[Material to process]
•••

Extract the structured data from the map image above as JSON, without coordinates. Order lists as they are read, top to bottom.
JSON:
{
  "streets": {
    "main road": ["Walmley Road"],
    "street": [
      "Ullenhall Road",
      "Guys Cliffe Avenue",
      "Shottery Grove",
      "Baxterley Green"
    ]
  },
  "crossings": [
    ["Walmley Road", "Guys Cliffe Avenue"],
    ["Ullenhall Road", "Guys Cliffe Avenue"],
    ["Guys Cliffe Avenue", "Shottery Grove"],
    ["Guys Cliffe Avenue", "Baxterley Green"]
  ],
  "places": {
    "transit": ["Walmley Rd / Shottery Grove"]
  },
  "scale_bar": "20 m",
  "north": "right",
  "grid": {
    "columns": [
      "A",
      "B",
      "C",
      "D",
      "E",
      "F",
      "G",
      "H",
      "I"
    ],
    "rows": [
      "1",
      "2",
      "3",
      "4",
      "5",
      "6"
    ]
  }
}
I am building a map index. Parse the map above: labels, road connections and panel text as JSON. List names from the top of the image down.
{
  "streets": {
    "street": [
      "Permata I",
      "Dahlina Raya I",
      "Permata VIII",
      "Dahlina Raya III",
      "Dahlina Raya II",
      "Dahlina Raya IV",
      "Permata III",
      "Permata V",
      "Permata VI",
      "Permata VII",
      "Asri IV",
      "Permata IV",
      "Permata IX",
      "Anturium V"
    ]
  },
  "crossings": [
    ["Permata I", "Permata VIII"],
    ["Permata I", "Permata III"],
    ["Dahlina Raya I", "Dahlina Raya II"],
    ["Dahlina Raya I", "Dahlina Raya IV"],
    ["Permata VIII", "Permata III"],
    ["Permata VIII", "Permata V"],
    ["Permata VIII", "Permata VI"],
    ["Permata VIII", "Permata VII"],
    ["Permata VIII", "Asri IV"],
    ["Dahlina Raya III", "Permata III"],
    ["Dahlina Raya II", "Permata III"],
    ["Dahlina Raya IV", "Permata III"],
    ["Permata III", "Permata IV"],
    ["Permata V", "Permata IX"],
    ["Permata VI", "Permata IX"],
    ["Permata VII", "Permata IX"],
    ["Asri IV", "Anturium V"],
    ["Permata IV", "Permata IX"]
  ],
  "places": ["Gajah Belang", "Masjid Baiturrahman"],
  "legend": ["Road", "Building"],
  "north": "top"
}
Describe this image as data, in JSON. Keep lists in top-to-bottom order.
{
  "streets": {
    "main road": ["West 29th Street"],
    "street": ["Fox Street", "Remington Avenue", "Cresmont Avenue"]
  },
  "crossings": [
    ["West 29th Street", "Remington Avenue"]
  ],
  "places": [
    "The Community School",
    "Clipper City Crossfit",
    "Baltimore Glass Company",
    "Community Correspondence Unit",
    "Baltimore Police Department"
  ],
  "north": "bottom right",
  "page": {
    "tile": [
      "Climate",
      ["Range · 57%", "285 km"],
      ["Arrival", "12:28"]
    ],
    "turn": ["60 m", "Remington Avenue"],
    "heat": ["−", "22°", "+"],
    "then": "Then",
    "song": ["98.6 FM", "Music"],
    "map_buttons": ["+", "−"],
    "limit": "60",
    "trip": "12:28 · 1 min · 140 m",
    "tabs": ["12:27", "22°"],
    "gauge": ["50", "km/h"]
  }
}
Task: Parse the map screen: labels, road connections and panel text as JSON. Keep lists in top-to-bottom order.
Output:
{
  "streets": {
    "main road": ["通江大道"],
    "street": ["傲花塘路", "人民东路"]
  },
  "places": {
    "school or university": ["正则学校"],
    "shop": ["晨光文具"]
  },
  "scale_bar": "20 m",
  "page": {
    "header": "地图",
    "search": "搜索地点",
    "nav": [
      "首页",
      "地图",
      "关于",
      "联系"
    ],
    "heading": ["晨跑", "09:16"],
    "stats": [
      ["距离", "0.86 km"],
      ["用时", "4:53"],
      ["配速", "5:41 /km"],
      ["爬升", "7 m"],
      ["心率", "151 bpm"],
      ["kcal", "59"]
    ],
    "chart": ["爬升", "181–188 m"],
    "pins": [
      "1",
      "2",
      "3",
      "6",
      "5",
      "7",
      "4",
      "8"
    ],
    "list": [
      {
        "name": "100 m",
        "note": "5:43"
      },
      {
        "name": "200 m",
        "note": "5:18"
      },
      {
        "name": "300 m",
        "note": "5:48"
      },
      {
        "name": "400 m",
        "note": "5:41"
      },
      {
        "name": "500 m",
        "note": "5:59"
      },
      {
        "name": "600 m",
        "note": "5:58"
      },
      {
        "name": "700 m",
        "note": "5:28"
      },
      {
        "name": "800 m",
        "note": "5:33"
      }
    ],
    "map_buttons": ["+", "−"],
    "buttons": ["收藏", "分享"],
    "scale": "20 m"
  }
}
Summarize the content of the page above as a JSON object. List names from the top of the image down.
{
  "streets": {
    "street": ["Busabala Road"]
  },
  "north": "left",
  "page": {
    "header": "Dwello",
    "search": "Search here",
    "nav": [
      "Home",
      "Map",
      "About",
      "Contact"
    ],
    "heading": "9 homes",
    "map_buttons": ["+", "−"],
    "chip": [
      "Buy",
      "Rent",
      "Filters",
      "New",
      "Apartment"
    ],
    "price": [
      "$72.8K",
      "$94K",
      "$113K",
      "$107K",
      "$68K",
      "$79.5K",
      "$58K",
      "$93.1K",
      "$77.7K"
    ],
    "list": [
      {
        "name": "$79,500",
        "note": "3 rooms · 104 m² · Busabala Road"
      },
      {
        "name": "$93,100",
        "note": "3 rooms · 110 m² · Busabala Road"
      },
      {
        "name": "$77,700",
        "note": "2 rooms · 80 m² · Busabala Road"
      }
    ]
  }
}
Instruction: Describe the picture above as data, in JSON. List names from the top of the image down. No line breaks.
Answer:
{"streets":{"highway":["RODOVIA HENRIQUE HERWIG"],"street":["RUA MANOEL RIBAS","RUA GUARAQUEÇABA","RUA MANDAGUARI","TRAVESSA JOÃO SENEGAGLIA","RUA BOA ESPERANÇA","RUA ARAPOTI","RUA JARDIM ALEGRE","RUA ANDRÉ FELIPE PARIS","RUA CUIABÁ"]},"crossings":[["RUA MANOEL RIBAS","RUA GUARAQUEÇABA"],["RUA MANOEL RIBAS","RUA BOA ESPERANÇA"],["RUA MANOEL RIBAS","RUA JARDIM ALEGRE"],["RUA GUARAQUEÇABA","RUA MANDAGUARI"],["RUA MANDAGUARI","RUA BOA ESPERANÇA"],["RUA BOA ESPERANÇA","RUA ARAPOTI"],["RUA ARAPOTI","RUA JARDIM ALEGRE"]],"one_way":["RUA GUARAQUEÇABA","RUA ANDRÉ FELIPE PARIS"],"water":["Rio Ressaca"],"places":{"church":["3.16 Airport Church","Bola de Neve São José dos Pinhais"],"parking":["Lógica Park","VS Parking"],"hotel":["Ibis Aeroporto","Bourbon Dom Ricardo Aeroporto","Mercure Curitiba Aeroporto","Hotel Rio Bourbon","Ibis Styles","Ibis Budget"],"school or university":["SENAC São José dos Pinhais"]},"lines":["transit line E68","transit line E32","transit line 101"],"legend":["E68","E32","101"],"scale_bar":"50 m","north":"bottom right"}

•••

[Exercise brief]
Each line of the data above containing the string "Asri" is to be copied.

[Result]
      "Asri IV",
    ["Permata VIII", "Asri IV"],
    ["Asri IV", "Anturium V"],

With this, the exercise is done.